Wednesday, December 21, 2011

Chicken Asparagus Quiche

I was trying to figure out what I wanted to do with the leftover roast chicken from the other night.  I didn't want to go with the same old, same old tried and true chicken pot pie.  I decided to do a quiche.  You can pretty much make quiche with any ingredients as long as you have the basics.  Here is what I did:

Use about 2 cups chicken that has been cut into bite size pieces.  I cheated and used a pre-made pie crust. I get these crusts from the local co-op which are made with quality organic ingredients.  These crusts are great if you want to make something and don't want to take the time and make your own pie crust.

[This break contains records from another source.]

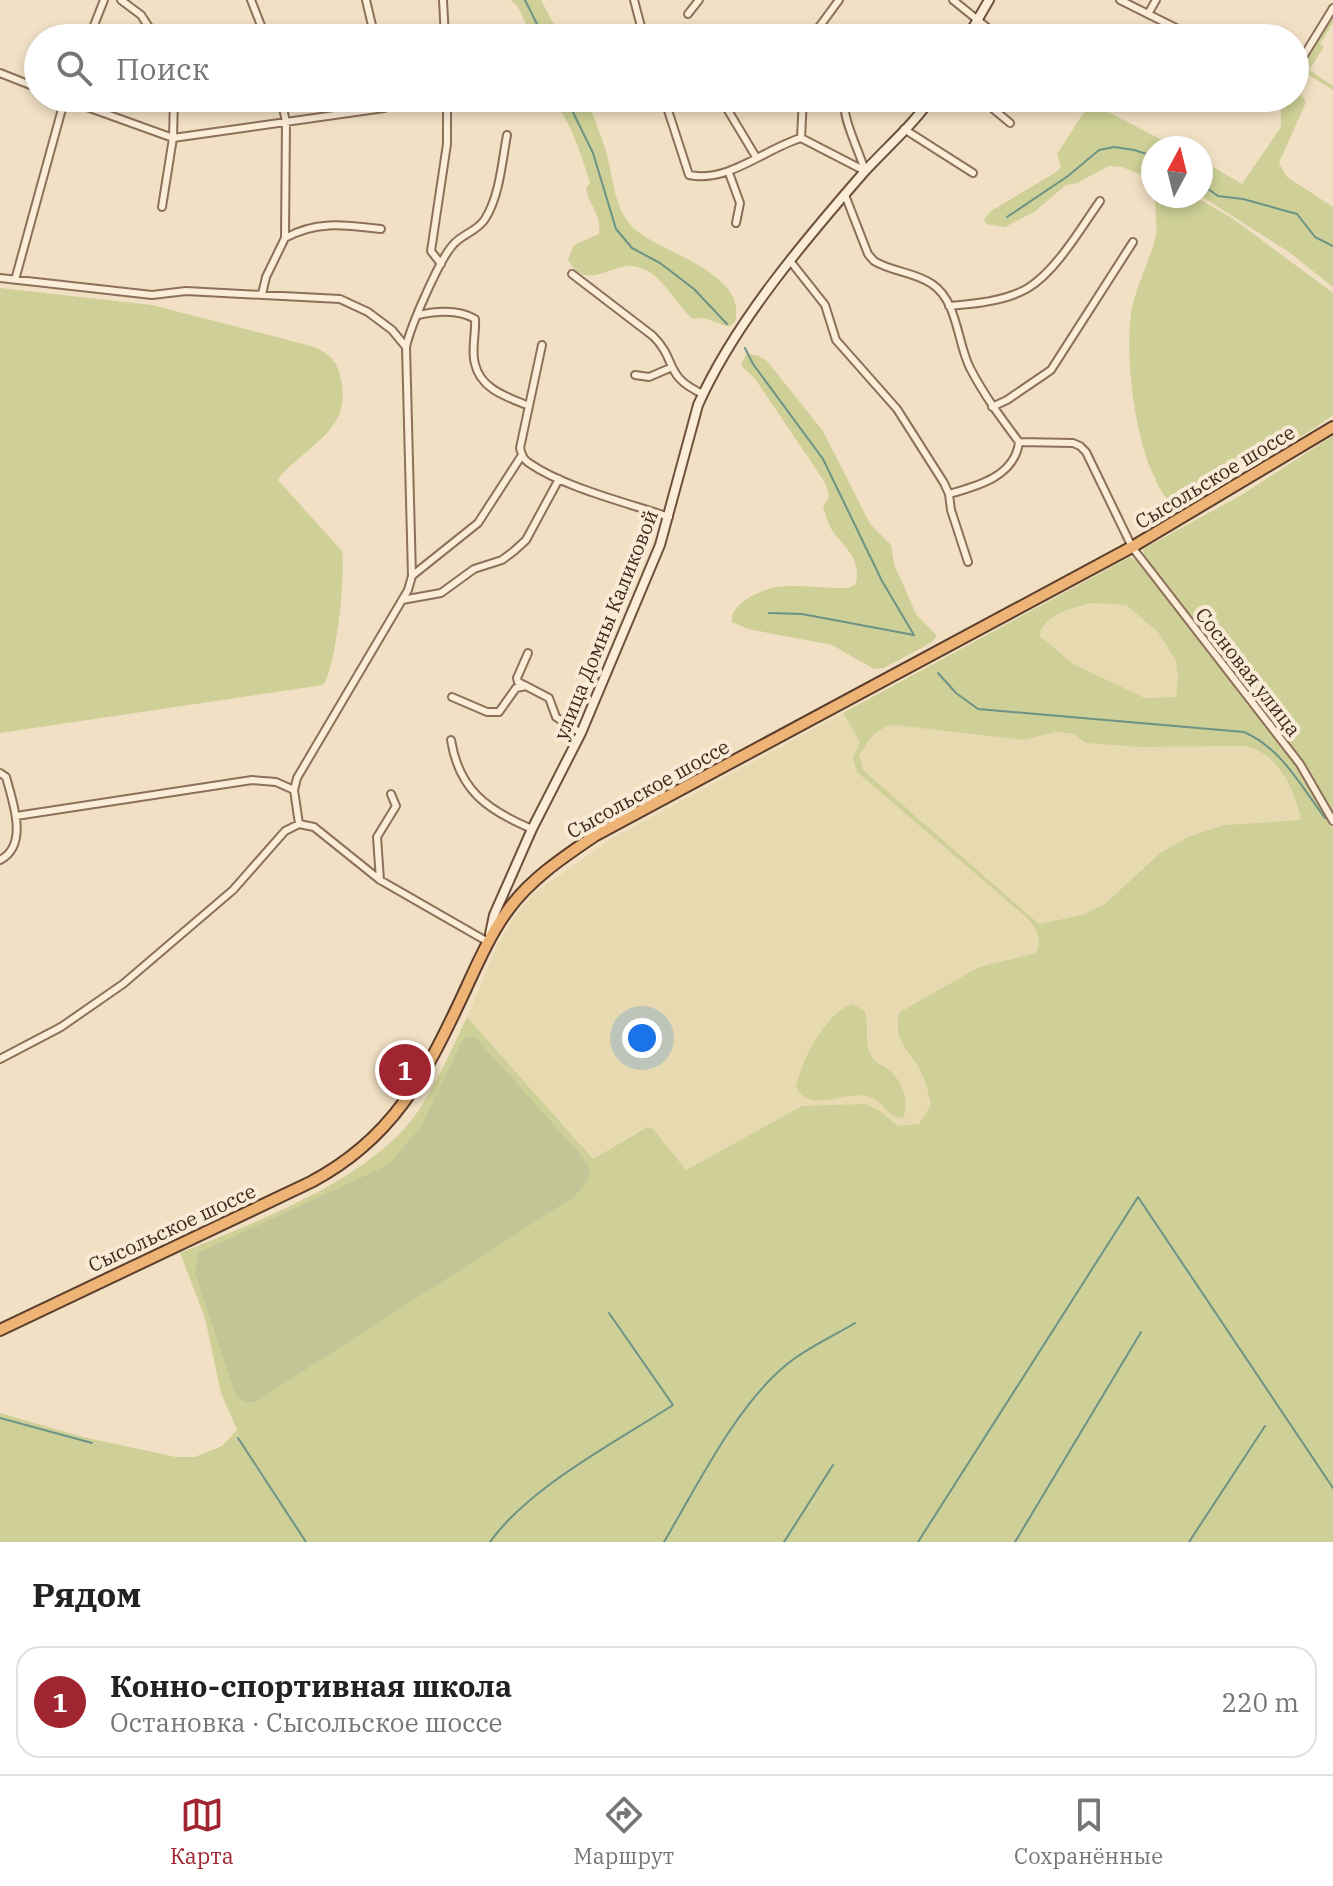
<!DOCTYPE html>
<html lang="ru">
<meta charset="utf-8">
<style>
:root{--surface:#fff;--page:#f2f2f2;--text:#222;--muted:#767676;--line:#e0e0e0;--accent:#a02530}
body{margin:0;font-family:"IBM Plex Serif",serif;background:var(--page);color:var(--text)}
.compass{position:absolute;left:1141px;top:136px;width:72px;height:72px;border-radius:50%;background:var(--surface);box-shadow:0 4px 12px #0003;rotate:7deg}
.you{position:absolute;left:642px;top:1038px;width:28px;height:28px;margin:-20px;border:6px solid #fff;border-radius:50%;background:#1a73e8;box-shadow:0 0 0 12px #1a73e833}
.badge{display:grid;place-items:center;width:52px;height:52px;border-radius:50%;background:var(--accent);color:#fff;font-size:26px;font-weight:700}
.pin{position:absolute;translate:-50% -50%;border:4px solid #fff;box-shadow:0 2px 8px #0006}
.list{margin:0;padding:0;list-style:none}
h2{display:flex;justify-content:space-between;align-items:center;height:104px;margin:0;padding:0 32px;font-size:34px}
h2 small{font-size:26px;font-weight:400;color:var(--muted)}
.list li{display:grid;grid-template-columns:52px 1fr auto;gap:24px;align-items:center;box-sizing:border-box;height:112px;margin:0 16px 16px;padding:0 16px;border:2px solid var(--line);border-radius:24px}
.list b{display:block;font-size:30px;white-space:nowrap}
.list p{margin:0;font-size:26px;white-space:nowrap;color:var(--muted)}
.list em{font-size:26px;font-style:normal;color:var(--muted)}
.icon{flex:none;width:44px;height:44px;fill:none;stroke:currentColor;stroke-width:2;stroke-linecap:round;stroke-linejoin:round}
.map{position:relative;flex:none;width:1333px;height:1542px;overflow:hidden}
.search{position:absolute;background:var(--surface);box-shadow:0 4px 12px #0003;left:24px;right:24px;top:24px;height:88px;display:flex;align-items:center;gap:20px;box-sizing:border-box;padding:0 28px;border-radius:44px;color:var(--muted);font-size:30px}
.sheet{height:232px;background:var(--surface)}
nav{display:flex;justify-content:space-around;align-items:center;box-sizing:border-box;height:112px;border-top:2px solid var(--line);background:var(--surface);font-size:22px;color:var(--muted)}
nav a{display:grid;justify-items:center;gap:4px}
nav .on{color:var(--accent)}
.map>svg:first-child{display:block}
.farmland{fill:#e7dab0}
.green{fill:#ced097;fill-rule:evenodd}
.cemetery{fill:#c3c596}
.lines{fill:none;stroke-linecap:round;stroke-linejoin:round}
.stream{stroke:#6c9386;stroke-width:2}
.minor-casing{stroke:#8d7059;stroke-width:10}
.secondary-casing{stroke:#6f513c;stroke-width:12}
.trunk-casing{stroke:#5b3e2d;stroke-width:14}
.minor{stroke:#fbedd8;stroke-width:6}
.secondary{stroke:#fbedd8;stroke-width:8}
.trunk{stroke:#eeb475;stroke-width:10}
.labels{text-anchor:middle;stroke-width:8;stroke-linejoin:round;paint-order:stroke}
.street-label{font-size:20px;fill:#3c2a1e;stroke:#f8ead4}
</style>
<div class="map">
<svg width="1333" height="1542" viewBox="0 0 1333 1542">
<rect width="100%" height="100%" fill="#f1e0c4"/>
<path class="farmland" d="M1091,603l35,2 32,27 18,29 2,17 -2,19 -31,1 -72,-34 -34,-29 3,-10 15,-11z
M843,713l17,29 -7,16 4,14 169,145 10,11 4,18 -3,7 -58,14 -79,45 -5,13 8,21 21,31 7,28 -12,19 -21,2 -18,-15 -78,-5 -116,64 -33,-41h-12l-48,30 -126,-142 31,-73 16,-27 19,-23 76,-54z
M893,725l131,15 32,-8 18,2 13,9 53,4 105,-1 14,3 22,22 16,29 4,20 -77,5 -65,29 -53,50 -24,11 -43,9 -176,-154 -5,-14 14,-22 10,-7z"/>
<path class="green" d="M511,0h30l20,38h-28l-15,-31z
M1333,13v10l-13,21 4,3 -15,23 24,16v4l-26,-16 -7,9 -5,-8z
M1295,92l8,5 3,5 -27,61 8,14 46,30v80l-44,-35 -88,-56v-36l41,24 39,-57v-29h14z
M550,98h37c6,18 13,35 19,53 8,28 7,60 31,80 28,23 111,43 98,91l-6,5 -25,-9 -11,1c-20,-17 -32,-51 -62,-53 -21,-2 -44,26 -63,-6l6,-15 25,-11c3,-19 -9,-27 -13,-45l4,-7c-10,-29 -18,-61 -40,-84z
M1092,107l10,2 76,39h-25v32l-31,-13 -13,-1 -32,17 -11,2 -32,27 -29,15 -19,-3 -2,-5 7,-8 67,-40 3,-5 -4,-12 29,-45z
M1155,196h39l38,22 101,75v122l-18,13 -131,75c-21,1 -24,-15 -32,-31 -18,-40 -29,-126 -19,-169 6,-22 17,-44 22,-64 3,-13 0,-30 0,-43z
M0,288l152,17 159,41c16,6 25,13 29,29 12,45 -16,61 -45,87 -7,6 -13,11 -17,18l64,71c4,22 -6,119 -19,134l-323,48z
M746,354l11,1 10,6 56,70 47,93 21,21 3,19 22,50 21,22 -5,6 -48,26 -10,1 -42,-24 -84,-16 -16,-7c-2,-18 25,-30 40,-34 18,-5 55,1 76,0l8,-4c5,-25 -9,-34 -23,-52 -5,-8 -7,-16 -10,-25l6,-10 -3,-13 -70,-104 -15,-15z
M1333,436v377l-30,-51 -140,-181 -18,-24 -2,-8 100,-55z
M1130,557l9,5 157,204 37,63v713h-1333v-129l83,24 93,20h19l27,-11 15,-16 -16,-37 -16,-75 -25,-65c76,-31 193,-74 239,-143 19,-29 33,-62 48,-93l126,142 54,-32 6,2 33,41 116,-64 64,-2 14,7 18,15 21,-2 12,-19c-2,-9 -4,-18 -7,-26 -9,-25 -35,-37 -24,-67l79,-45 57,-14c7,-14 0,-26 -10,-36l-169,-145 -4,-14 7,-16 -17,-29zM1091,603l35,2 32,27 18,29 2,17 -2,19 -31,1 -72,-34 -34,-29c7,-22 32,-26 52,-32zM893,725l131,15 32,-8 18,2 12,9 54,4 105,-1c33,7 50,44 56,74l-77,5 -36,12 -29,17 -54,50 -23,11 -43,9 -176,-154 -4,-14c9,-15 15,-27 34,-31z
M851,1004l13,6c6,14 0,31 6,44 5,10 12,10 20,17 12,10 20,32 13,47 -18,-1 -20,-19 -36,-22 -24,-5 -57,18 -71,-9 7,-29 26,-69 55,-83z"/>
<path class="cemetery" d="M467,1037h8l105,117 10,15 -2,11 -13,16 -320,206h-11l-9,-8 -40,-121 3,-20 190,-88 33,-38 41,-86z"/>
<g class="lines">
<path class="stream" d="M525,0l19,38
M566,98l27,55 23,76 16,19 28,15 34,26 33,35
M1201,184l17,12 25,3 54,15 18,23 18,9
M1007,217l61,-41 31,-26 15,-3 20,3 19,6
M745,348l8,16 70,95 59,122 32,54
M769,613l33,1 112,21
M938,673l18,20 22,16 266,23c37,16 57,54 81,86
M0,1418l92,25
M238,1438l68,104
M490,1542c39,-55 126,-100 183,-137l-64,-92
M664,1542c33,-56 72,-136 122,-177 20,-17 46,-28 69,-42
M784,1542l49,-77
M918,1542l220,-345 195,291
M1015,1542l126,-210
M1189,1542l76,-116"/>
<defs>
<path id="minor" d="M121,0l20,15 15,23
M251,0l15,38
M366,0l9,38
M443,0l2,38
M634,0l10,38
M953,0l47,38
M1120,0l76,38
M688,14l11,-14
M1148,14l8,-14
M89,38l15,-38
M811,38l28,-38
M1295,70l38,-62
M0,73l38,15
M62,98l111,40 211,-30v-10
M664,98l25,77c40,8 75,-26 112,-37
M737,98l-11,9 30,50
M859,98l-14,11c-1,12 16,47 20,62
M911,98l11,10
M980,98l30,25
M1070,98l5,4
M904,129l69,44
M801,138l64,33
M801,138l2,-40
M729,173l11,30 -4,20
M845,195l23,59 6,7c18,11 41,11 58,23 26,17 25,59 38,84 14,27 31,50 49,74l54,1 7,3 6,6 46,95 168,217 33,57
M162,207l11,-69 1,-40
M285,238c32,-18 61,-13 96,-9
M791,262l34,43 11,35 61,69 47,74 5,11 2,16 17,52
M441,264l-10,-13 16,-107v-46
M572,274l81,62c25,25 10,40 50,58
M0,278l152,17 34,-4 154,8 28,13 24,18 14,17
M15,280l50,-182
M262,294l4,-17 19,-39 1,-116 -5,-24
M949,306c25,-2 57,-5 79,-18 28,-17 53,-60 72,-87
M418,315c18,-4 41,-6 57,4 1,14 -4,32 0,45 6,26 33,33 54,42
M542,345l-22,103c2,7 3,11 9,15 36,25 99,40 140,54
M635,375l14,2 21,-9
M992,407l15,-7 44,-30 82,-128
M949,494c29,-8 66,-18 70,-52
M413,575l65,-52 44,-68
M402,600l39,-7 33,-24 28,-9 12,-9 12,-11 33,-61
M526,686l-8,-4 -1,-4 11,-25
M452,697l35,15h12l17,-24 10,-2 23,12 7,19 25,16
M451,740c8,50 36,70 81,89
M0,773l6,4c7,26 23,68 -6,83
M16,816l236,-36 24,2 18,8
M299,824l-5,-34 3,-12 111,-188 4,-14 -6,-229c4,-20 33,-86 46,-101 9,-12 25,-14 33,-27 15,-24 17,-58 22,-84
M380,880l-3,-43 19,-31 -5,-12
M0,1059l61,-32 62,-43 110,-94 52,-59 14,-7 15,3 66,53 108,62"/>
<path id="secondary" d="M967,38l22,-38
M490,934l4,-19 38,-86 49,-96 79,-188 38,-140c37,-83 107,-165 167,-234 21,-23 50,-48 66,-73"/>
<path id="trunk" d="M0,1330l311,-148c81,-43 113,-104 151,-185 14,-30 27,-61 46,-87 22,-31 57,-54 88,-75l536,-288 201,-120"/>
</defs>
<use href="#minor" class="minor-casing"/>
<use href="#secondary" class="secondary-casing"/>
<use href="#trunk" class="trunk-casing"/>
<use href="#minor" class="minor"/>
<use href="#secondary" class="secondary"/>
<use href="#trunk" class="trunk"/>
</g>
<g class="labels">
<g class="street-label">
<text transform="translate(1215 477) rotate(-31)" y="7">Сысольское шоссе</text>
<text transform="translate(606 625) rotate(-68)" y="7">улица Домны Каликовой</text>
<text transform="translate(1248 672) rotate(52)" y="7">Сосновая улица</text>
<text transform="translate(648 789) rotate(-29)" y="7">Сысольское шоссе</text>
<text transform="translate(172 1228) rotate(-25)" y="7">Сысольское шоссе</text>
</g>
</g>
</svg>
<svg class="compass" viewBox="-18 -18 36 36"><path d="M0-13l5 13h-10z" fill="#e53935"/><path d="M0 13l5-13h-10z" fill="#767676"/></svg>
<div class="you"></div>
<div class="pin badge" style="left:405px;top:1070px">1</div>
<div class="search"><svg class="icon" aria-label="search" viewBox="0 0 24 24"><circle cx="10" cy="10" r="6"/><path d="M15 15l6 6"/></svg>Поиск</div>
</div>
<section class="sheet">
<h2>Рядом<small></small></h2>
<ul class="list">
<li><span class="badge">1</span><div><b>Конно-спортивная школа</b><p>Остановка · Сысольское шоссе</p></div><em>220 m</em></li>
</ul>
</section>
<nav>
<a class="on"><svg class="icon" aria-label="map" viewBox="0 0 24 24"><path d="M3 6l6-2 6 2 6-2v14l-6 2-6-2-6 2zM9 4v14M15 6v14"/></svg>Карта</a>
<a><svg class="icon" aria-label="directions" viewBox="0 0 24 24"><path d="M12 3l9 9-9 9-9-9zM9 14v-3h6M13 9l2 2-2 2"/></svg>Маршрут</a>
<a><svg class="icon" aria-label="saved" viewBox="0 0 24 24"><path d="M7 4h10v16l-5-4-5 4z"/></svg>Сохранённые</a>
</nav>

I thawed out a bag of frozen asparagus, dried it off and laid several pieces into the bottom of the pie crust (I left the asparagus whole), add the chicken on top of that, add about 1-1/2 cups of grated cheese (I used a mix of white sharp cheddar, mild cheddar and parmesan).  Beat together 6 eggs and 1-1/2 cups of heavy cream, beat in a little salt and pepper.   Pour mixture over the asparagus, chicken and cheese.  Make sure that you have your pie crust sitting on a cookie sheet lined with foil (this helps in case the quiche decides to run over).  Mine did run over a little bit.  Bake in a 375 degree Fahrenheit oven for 35 to 40 minutes or until it is set and a knife inserted into the center comes out clean.